_Data to examine_.
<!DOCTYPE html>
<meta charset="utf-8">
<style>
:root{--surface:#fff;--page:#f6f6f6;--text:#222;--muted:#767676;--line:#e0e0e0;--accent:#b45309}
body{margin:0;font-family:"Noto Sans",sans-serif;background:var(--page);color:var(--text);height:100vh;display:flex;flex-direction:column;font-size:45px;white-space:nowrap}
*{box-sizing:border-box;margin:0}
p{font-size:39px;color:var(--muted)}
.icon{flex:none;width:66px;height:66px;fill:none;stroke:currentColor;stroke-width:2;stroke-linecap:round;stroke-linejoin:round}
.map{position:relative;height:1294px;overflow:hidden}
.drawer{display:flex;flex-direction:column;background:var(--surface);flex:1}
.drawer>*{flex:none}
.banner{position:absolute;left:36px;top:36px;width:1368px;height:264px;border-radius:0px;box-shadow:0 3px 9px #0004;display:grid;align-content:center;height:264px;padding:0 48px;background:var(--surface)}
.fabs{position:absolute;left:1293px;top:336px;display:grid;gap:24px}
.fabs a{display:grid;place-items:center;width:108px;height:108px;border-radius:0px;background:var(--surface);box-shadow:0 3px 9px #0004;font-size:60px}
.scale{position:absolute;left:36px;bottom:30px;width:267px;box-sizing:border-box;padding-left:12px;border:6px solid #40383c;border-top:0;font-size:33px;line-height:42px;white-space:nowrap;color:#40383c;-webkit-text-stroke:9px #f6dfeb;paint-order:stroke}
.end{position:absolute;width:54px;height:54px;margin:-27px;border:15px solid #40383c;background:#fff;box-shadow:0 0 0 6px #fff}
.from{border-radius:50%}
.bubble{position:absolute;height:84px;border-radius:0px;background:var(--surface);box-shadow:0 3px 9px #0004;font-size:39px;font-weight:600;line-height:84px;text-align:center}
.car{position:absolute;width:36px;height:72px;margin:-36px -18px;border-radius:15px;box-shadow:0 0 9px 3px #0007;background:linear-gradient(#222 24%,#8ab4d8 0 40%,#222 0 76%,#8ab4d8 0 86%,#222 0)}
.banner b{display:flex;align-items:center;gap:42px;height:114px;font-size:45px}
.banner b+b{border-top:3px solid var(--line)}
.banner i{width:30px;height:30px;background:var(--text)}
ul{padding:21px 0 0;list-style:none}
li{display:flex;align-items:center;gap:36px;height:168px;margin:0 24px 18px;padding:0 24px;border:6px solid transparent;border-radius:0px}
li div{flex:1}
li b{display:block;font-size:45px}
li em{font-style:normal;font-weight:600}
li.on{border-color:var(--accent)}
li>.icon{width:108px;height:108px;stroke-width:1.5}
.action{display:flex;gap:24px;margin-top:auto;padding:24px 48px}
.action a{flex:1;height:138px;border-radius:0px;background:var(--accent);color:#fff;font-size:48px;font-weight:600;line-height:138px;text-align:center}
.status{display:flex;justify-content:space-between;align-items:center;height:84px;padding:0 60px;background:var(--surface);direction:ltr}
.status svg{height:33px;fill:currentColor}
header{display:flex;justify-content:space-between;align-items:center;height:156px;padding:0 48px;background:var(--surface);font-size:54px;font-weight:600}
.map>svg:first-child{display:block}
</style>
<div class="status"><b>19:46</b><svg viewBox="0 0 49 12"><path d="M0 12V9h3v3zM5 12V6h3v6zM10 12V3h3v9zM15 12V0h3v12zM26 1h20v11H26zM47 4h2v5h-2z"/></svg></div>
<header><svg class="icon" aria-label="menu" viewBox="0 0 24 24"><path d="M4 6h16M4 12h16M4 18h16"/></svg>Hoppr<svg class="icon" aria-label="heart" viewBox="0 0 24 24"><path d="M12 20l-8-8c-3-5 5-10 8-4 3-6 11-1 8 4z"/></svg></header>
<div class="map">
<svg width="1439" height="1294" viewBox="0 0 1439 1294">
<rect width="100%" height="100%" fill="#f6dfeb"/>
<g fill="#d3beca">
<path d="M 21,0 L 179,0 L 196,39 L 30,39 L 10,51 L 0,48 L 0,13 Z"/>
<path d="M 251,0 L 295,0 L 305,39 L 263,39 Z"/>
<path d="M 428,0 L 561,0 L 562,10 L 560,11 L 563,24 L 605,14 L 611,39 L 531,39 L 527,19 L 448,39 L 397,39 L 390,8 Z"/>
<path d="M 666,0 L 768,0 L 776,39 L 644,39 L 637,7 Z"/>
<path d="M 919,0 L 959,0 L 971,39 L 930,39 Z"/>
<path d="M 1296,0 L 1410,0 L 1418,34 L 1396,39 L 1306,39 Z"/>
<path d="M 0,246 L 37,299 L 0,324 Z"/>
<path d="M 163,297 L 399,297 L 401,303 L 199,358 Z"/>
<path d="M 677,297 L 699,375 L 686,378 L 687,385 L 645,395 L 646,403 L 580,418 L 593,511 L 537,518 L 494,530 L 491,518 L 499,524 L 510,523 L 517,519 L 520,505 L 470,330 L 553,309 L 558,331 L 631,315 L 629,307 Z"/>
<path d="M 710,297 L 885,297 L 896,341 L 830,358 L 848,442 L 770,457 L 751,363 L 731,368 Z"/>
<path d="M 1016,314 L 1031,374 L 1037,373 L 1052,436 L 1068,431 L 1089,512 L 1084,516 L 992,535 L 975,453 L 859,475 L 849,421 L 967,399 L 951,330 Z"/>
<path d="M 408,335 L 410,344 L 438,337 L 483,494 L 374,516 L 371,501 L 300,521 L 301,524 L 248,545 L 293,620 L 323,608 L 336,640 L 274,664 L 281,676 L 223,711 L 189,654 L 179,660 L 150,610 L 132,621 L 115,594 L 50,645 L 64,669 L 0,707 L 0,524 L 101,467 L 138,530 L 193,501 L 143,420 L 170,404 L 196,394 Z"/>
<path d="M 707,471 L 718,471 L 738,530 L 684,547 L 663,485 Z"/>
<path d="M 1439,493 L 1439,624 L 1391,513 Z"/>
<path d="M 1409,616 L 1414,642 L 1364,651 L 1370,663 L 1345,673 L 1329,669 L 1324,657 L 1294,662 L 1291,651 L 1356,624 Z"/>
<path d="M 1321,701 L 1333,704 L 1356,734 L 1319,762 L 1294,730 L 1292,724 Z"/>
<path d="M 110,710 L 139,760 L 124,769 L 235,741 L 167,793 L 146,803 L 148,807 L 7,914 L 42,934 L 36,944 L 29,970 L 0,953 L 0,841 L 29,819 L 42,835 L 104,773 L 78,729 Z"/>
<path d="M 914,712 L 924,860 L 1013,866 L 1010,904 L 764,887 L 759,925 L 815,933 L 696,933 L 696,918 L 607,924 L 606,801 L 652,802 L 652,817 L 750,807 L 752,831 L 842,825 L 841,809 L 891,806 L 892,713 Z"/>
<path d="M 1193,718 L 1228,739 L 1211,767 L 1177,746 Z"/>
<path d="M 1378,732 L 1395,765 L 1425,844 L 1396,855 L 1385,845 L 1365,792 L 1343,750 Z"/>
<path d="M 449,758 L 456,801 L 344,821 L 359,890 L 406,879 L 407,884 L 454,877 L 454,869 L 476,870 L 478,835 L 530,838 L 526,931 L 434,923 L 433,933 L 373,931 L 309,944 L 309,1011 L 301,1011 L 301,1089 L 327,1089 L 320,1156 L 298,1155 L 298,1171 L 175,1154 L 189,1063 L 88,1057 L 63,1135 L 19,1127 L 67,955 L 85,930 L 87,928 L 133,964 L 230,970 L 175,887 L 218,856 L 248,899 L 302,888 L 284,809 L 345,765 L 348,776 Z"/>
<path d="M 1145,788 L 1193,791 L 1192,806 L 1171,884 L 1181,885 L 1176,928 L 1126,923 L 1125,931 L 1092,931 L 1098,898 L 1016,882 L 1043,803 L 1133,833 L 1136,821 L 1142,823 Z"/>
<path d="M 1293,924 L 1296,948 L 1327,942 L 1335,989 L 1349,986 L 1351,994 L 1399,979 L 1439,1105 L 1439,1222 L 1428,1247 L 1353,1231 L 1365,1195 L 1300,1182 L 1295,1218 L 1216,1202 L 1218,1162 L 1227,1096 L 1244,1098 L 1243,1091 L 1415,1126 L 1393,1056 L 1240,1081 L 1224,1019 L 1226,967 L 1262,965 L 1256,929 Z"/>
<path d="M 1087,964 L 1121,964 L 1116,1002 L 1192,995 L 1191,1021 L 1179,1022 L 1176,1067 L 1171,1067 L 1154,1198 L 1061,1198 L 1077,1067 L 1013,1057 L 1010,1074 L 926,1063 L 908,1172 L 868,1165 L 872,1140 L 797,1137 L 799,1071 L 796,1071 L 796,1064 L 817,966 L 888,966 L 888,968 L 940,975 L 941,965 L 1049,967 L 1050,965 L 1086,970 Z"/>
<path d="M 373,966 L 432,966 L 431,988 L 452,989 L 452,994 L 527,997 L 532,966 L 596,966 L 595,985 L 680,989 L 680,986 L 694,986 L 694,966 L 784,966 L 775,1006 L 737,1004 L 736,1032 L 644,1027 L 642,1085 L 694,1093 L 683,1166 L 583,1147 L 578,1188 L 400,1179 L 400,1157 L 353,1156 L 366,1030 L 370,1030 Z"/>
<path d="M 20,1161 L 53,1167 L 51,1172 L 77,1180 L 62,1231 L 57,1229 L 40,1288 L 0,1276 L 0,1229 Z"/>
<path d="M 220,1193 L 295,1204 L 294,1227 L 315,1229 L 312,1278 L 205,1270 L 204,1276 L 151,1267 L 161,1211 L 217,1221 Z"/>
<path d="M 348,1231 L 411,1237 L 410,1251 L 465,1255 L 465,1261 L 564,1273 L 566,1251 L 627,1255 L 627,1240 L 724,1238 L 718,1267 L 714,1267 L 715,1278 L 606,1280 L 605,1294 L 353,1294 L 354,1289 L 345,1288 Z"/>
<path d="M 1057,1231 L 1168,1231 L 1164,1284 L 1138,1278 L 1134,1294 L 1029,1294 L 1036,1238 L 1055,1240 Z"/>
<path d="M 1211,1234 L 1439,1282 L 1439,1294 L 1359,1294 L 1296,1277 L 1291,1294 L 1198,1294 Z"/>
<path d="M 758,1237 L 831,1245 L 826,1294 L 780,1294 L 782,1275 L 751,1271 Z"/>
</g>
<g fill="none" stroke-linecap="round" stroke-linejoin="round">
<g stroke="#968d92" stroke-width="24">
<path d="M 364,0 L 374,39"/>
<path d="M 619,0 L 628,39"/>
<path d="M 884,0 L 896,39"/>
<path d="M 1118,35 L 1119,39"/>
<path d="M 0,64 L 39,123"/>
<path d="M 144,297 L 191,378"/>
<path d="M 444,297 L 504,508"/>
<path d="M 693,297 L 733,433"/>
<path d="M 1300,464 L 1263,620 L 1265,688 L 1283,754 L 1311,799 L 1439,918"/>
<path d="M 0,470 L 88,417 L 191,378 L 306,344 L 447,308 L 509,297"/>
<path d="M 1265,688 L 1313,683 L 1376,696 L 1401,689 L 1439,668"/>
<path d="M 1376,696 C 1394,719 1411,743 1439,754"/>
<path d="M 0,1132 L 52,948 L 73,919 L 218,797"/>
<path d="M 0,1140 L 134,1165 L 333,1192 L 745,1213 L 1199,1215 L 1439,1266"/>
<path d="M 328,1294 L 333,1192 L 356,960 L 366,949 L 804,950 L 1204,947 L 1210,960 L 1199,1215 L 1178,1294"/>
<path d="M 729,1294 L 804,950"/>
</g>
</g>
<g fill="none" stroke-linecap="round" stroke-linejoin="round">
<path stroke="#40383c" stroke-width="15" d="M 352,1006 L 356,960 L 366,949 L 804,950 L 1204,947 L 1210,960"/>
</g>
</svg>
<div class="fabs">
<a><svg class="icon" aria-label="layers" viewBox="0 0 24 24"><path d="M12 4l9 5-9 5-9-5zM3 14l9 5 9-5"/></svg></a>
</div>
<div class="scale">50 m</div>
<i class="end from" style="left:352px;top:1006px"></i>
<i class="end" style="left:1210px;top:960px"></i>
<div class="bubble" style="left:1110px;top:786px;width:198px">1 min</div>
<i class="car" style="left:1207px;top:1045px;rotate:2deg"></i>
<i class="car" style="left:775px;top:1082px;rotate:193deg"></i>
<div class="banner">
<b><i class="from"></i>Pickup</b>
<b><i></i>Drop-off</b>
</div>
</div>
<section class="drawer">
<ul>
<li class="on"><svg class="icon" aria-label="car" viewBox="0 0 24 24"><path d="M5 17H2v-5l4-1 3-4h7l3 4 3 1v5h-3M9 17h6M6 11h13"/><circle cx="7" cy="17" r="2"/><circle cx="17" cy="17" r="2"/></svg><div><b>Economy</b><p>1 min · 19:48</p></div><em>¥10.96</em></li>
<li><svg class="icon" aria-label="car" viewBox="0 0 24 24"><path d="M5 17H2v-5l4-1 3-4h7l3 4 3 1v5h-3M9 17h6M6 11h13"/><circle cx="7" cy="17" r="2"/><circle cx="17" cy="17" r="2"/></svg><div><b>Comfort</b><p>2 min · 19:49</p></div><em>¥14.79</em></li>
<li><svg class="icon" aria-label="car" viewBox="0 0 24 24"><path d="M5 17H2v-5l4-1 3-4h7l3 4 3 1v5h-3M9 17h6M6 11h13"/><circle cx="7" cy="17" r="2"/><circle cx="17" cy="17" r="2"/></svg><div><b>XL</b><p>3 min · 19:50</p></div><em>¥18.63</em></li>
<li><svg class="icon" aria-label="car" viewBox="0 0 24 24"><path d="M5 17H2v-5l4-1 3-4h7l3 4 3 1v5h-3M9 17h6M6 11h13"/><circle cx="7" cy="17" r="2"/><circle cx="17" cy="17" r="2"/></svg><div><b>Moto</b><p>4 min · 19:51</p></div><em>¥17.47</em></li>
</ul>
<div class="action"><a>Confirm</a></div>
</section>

_Assignment_. Take every line from the data that contains the word "justify".

_Completed task_.
.status{display:flex;justify-content:space-between;align-items:center;height:84px;padding:0 60px;background:var(--surface);direction:ltr}
header{display:flex;justify-content:space-between;align-items:center;height:156px;padding:0 48px;background:var(--surface);font-size:54px;font-weight:600}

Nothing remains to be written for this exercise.